## Work instruction
The exercise asks you to copy every line below in which "html" appears.

## Data records
↓

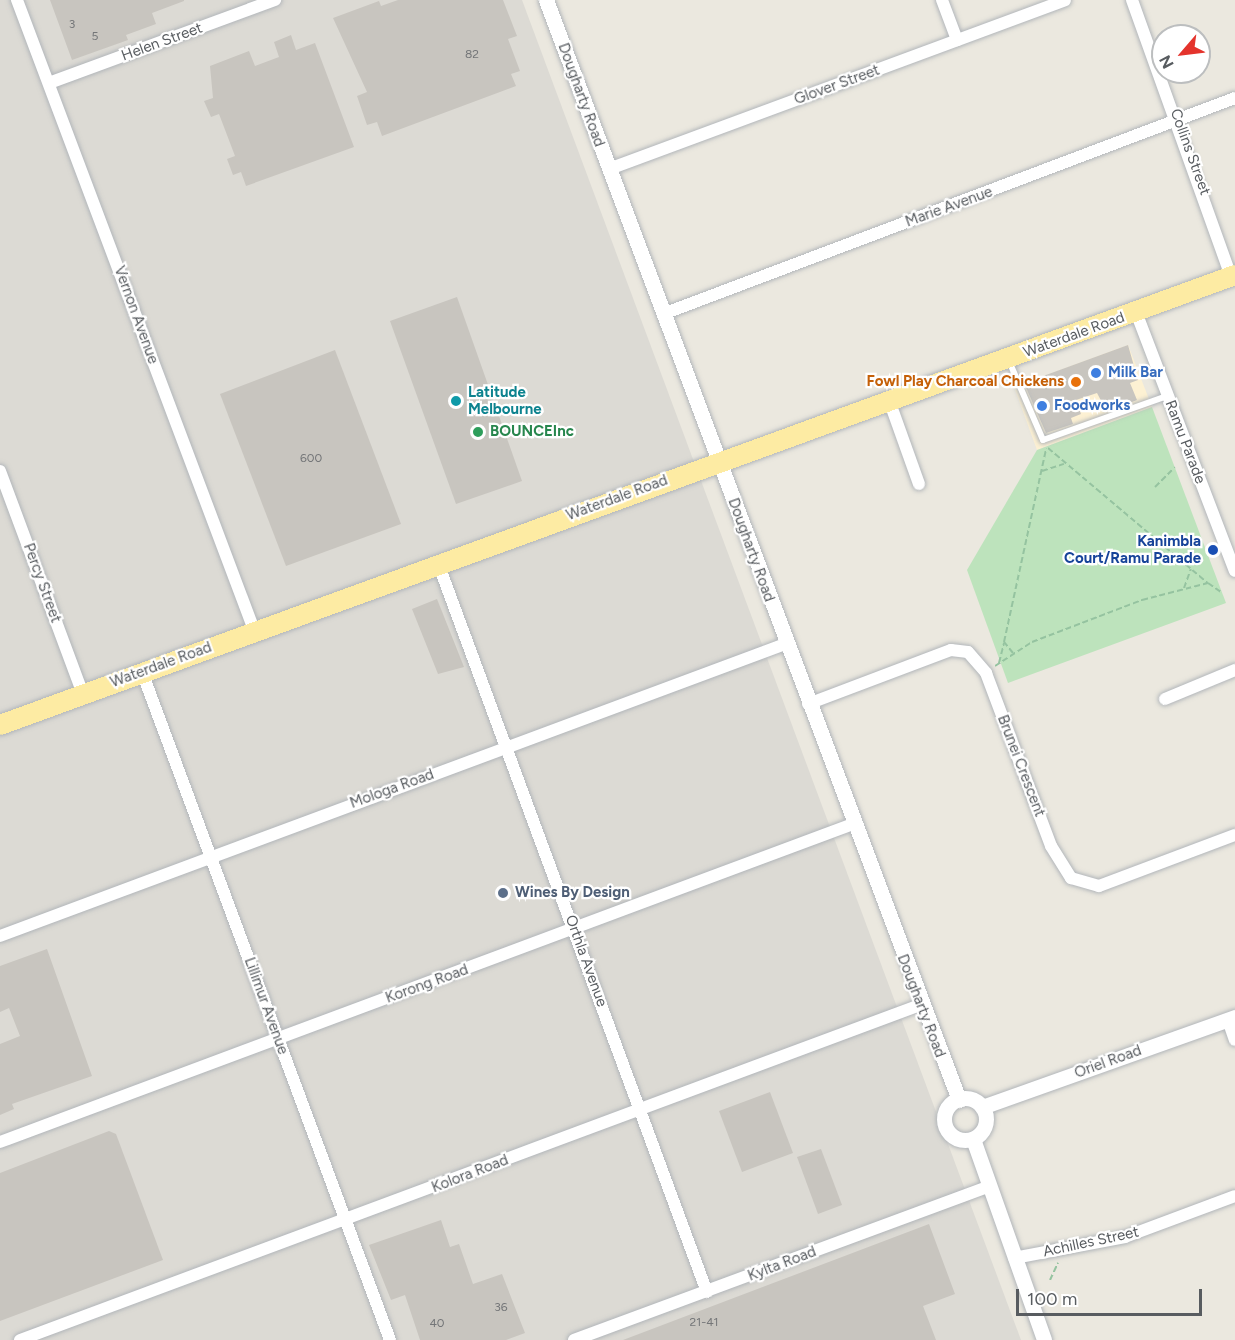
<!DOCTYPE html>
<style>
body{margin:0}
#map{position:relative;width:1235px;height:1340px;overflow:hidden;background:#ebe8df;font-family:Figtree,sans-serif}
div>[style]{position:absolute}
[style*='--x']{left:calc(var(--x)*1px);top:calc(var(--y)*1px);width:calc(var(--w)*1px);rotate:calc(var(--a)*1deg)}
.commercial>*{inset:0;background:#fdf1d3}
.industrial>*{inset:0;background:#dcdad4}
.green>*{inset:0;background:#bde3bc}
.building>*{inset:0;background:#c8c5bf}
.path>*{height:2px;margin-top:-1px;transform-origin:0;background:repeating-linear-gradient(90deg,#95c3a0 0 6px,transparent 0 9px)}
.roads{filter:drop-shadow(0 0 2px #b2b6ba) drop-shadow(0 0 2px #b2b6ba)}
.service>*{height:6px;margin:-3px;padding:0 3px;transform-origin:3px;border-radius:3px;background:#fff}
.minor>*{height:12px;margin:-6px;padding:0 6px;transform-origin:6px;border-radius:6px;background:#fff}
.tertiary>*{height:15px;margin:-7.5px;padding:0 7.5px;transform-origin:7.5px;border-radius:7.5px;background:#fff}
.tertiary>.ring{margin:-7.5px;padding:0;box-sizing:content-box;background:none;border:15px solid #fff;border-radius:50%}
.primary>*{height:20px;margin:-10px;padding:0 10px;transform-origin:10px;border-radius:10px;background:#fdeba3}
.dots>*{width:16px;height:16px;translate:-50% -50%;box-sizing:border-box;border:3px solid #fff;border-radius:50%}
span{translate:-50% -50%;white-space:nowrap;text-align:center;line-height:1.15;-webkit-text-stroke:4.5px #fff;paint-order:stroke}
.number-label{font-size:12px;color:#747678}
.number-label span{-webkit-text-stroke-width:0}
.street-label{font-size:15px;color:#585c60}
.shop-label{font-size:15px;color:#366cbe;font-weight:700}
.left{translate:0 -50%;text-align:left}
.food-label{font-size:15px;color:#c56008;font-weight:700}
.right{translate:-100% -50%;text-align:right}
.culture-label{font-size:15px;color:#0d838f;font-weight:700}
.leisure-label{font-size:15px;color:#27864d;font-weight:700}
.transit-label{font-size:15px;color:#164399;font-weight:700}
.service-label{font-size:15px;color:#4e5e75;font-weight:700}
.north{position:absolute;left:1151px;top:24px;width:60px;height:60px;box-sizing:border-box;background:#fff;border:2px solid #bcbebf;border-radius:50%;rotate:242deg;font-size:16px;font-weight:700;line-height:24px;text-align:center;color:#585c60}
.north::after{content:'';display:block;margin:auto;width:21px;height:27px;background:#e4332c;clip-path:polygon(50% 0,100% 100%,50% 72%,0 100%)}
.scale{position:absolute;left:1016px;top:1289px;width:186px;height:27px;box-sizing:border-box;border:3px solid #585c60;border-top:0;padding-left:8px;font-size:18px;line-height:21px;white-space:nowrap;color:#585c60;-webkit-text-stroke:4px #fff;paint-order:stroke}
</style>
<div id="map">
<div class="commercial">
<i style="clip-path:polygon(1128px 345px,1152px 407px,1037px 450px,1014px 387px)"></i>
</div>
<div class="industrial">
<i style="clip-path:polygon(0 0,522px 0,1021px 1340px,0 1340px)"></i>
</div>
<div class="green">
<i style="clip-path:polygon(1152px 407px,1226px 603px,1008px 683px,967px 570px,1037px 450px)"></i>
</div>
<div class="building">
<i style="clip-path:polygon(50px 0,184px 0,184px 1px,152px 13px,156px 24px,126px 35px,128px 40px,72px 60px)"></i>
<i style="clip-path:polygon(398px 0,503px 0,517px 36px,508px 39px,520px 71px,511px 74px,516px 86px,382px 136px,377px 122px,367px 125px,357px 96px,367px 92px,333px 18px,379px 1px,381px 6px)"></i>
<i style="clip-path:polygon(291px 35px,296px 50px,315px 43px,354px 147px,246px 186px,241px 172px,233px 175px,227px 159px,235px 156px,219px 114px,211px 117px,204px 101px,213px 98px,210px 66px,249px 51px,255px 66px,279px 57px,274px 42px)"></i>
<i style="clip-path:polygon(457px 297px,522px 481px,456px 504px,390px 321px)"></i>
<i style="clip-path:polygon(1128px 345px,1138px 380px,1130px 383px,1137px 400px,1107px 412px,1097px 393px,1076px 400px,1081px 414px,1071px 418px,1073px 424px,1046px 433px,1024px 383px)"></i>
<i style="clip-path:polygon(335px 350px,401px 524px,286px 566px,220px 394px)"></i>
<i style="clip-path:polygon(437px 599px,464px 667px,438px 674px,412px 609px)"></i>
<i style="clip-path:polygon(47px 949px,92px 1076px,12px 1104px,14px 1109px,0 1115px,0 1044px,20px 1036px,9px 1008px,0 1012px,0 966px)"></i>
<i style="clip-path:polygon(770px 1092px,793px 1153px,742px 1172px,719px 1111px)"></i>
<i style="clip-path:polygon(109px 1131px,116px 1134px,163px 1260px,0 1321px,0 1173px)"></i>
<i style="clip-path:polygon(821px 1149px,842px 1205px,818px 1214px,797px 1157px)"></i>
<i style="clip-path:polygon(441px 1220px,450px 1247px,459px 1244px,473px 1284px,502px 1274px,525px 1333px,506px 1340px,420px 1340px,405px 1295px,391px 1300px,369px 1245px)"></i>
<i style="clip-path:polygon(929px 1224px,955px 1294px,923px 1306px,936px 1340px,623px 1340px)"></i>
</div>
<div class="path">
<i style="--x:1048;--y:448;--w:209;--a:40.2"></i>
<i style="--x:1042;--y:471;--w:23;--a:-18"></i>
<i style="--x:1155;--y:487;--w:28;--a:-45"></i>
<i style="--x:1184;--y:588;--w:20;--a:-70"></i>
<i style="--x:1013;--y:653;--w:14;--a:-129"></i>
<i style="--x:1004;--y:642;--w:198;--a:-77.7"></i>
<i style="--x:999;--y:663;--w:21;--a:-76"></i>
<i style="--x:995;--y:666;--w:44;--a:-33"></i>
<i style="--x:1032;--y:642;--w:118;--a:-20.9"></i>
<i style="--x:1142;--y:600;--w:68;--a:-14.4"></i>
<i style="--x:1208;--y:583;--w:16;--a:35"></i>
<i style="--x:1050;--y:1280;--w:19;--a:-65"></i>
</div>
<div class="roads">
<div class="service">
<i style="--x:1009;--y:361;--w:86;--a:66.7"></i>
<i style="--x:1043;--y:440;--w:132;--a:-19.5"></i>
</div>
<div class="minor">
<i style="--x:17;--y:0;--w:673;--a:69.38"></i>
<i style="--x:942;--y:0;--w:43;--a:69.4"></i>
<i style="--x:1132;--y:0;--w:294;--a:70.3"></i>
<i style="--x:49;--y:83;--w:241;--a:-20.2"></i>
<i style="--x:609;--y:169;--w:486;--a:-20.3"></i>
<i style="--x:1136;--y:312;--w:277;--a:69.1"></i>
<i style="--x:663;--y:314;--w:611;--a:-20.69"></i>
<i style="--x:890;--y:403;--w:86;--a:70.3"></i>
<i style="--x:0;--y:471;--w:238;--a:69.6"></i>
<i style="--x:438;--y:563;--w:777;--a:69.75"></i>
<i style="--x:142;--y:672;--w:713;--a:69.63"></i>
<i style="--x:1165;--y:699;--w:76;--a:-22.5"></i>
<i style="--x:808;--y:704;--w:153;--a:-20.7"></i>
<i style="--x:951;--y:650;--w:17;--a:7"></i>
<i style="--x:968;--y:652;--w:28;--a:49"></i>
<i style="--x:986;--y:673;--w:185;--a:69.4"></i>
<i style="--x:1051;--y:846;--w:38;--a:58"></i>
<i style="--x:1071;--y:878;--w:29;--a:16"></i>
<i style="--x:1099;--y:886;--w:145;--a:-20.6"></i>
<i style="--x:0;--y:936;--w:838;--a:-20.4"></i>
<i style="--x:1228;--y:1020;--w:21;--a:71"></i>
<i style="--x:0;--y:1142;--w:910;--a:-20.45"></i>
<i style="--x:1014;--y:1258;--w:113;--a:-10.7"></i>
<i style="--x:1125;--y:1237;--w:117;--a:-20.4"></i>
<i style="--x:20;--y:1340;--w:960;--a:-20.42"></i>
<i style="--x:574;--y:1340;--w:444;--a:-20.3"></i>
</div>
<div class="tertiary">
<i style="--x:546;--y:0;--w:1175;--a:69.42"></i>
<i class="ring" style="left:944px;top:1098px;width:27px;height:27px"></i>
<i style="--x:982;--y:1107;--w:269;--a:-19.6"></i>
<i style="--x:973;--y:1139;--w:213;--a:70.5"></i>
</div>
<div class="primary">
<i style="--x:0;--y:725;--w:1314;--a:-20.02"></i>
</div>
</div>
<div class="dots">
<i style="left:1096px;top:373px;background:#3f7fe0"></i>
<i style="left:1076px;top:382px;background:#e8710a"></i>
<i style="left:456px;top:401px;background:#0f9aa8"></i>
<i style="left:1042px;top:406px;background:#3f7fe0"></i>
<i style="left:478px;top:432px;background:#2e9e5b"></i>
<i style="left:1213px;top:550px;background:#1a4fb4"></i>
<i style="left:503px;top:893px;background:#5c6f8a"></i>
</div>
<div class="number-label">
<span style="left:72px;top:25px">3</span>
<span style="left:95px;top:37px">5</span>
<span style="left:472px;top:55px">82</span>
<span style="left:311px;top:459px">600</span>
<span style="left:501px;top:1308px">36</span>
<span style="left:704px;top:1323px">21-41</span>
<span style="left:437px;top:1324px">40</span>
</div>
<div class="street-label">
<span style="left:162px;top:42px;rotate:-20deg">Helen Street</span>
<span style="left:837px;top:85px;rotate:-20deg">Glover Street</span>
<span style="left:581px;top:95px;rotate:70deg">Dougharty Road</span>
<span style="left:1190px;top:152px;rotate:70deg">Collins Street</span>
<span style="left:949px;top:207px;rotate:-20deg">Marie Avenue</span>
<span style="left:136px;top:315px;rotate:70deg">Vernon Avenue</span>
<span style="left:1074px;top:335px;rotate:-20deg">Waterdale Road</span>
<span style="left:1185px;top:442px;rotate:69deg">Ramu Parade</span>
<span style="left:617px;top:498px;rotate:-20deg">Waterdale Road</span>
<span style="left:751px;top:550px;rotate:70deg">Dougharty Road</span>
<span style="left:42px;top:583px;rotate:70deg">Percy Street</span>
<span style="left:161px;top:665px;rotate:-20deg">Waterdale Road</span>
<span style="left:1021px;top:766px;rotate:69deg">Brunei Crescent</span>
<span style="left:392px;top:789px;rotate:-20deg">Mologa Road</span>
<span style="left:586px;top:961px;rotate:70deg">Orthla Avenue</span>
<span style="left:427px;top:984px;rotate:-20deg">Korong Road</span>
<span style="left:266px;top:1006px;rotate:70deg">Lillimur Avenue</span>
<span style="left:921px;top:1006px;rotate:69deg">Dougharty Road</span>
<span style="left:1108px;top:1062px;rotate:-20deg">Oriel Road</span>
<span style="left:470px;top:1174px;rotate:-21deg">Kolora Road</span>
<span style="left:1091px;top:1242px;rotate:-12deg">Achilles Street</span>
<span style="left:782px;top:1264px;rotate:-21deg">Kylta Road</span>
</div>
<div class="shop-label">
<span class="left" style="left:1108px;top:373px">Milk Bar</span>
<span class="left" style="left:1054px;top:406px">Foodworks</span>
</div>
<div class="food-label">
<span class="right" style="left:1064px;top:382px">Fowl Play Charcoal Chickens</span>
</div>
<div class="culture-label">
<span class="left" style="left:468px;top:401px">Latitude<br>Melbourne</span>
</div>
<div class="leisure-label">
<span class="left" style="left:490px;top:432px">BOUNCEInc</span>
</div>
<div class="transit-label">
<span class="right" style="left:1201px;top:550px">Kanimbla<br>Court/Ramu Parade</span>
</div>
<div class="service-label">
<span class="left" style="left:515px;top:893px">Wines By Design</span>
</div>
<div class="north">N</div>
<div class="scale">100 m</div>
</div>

↑
↓

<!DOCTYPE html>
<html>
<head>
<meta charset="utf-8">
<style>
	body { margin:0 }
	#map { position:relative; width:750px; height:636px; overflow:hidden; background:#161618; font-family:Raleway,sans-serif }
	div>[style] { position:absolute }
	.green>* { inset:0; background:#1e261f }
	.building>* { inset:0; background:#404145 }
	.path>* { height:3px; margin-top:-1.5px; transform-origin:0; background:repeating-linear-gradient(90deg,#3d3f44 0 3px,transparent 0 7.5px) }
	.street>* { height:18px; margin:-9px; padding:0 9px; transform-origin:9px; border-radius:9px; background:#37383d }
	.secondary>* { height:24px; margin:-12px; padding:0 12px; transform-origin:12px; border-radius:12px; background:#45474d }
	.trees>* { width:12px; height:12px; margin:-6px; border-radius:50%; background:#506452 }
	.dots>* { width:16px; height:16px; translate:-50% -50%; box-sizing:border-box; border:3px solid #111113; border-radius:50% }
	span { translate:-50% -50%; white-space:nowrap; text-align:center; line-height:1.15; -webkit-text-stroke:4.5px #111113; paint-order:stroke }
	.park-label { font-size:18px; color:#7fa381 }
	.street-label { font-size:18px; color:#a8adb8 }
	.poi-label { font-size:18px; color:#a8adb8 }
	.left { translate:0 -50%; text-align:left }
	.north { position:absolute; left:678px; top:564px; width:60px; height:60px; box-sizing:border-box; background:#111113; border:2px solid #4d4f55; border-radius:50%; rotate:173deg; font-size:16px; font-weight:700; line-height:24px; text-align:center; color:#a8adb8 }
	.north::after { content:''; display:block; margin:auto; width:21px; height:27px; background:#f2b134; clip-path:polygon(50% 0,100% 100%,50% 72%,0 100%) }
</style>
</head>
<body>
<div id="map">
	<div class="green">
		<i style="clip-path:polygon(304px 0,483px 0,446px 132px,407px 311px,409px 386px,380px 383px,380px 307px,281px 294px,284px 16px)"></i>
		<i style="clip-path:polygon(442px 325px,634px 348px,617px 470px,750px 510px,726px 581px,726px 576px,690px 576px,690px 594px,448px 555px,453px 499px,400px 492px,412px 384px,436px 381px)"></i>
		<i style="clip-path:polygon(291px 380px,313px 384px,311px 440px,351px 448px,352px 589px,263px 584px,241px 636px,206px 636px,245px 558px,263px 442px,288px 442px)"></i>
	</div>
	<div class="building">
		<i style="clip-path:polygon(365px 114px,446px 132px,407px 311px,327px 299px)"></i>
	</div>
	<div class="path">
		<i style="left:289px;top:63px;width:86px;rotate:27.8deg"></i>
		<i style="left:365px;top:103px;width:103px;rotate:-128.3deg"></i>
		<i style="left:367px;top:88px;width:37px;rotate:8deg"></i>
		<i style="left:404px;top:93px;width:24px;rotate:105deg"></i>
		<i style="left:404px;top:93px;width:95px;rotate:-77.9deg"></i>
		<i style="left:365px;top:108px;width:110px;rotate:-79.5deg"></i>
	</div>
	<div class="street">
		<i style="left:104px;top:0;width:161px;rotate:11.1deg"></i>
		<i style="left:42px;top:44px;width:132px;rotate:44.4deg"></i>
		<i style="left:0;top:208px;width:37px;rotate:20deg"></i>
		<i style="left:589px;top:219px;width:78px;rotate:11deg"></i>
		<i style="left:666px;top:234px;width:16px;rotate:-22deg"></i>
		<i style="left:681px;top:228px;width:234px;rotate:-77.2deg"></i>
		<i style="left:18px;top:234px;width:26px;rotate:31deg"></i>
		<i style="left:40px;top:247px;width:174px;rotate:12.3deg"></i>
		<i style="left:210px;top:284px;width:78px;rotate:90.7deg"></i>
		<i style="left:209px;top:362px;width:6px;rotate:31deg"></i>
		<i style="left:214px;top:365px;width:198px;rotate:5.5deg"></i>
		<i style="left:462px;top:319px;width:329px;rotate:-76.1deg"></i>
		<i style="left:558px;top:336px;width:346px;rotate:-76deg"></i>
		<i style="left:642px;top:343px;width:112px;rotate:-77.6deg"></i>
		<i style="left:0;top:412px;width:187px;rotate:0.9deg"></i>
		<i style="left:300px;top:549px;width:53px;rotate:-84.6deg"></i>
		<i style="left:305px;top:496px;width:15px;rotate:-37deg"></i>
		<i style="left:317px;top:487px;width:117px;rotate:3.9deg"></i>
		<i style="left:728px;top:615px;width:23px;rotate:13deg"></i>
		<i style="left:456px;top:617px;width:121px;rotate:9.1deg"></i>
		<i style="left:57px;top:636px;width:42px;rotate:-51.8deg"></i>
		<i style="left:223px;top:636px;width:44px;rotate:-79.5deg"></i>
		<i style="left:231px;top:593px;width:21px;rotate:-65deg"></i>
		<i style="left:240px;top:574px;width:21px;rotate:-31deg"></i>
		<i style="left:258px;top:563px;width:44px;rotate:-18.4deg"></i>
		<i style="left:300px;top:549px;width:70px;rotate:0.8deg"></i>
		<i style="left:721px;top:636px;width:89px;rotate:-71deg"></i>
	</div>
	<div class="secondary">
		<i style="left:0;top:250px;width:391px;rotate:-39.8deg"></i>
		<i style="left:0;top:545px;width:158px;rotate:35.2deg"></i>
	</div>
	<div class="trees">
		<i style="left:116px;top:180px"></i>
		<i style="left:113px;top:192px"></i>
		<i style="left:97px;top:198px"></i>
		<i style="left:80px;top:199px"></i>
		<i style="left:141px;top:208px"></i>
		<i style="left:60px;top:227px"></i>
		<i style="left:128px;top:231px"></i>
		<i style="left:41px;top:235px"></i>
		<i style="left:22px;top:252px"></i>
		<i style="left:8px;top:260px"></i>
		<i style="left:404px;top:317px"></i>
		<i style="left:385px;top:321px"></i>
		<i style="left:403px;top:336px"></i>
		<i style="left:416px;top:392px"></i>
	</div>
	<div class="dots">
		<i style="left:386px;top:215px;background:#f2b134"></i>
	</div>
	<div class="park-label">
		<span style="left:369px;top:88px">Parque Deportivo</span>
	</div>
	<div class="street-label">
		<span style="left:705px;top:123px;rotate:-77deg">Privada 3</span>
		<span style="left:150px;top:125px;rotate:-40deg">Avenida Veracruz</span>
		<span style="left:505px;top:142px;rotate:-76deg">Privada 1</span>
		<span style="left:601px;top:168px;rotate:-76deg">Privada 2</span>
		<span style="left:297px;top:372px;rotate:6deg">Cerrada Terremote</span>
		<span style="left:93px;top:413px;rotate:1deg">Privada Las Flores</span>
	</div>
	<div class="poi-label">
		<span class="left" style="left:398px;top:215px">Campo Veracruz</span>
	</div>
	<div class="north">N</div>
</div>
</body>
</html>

↑

## Task result
<!DOCTYPE html>
<!DOCTYPE html>
<html>
</html>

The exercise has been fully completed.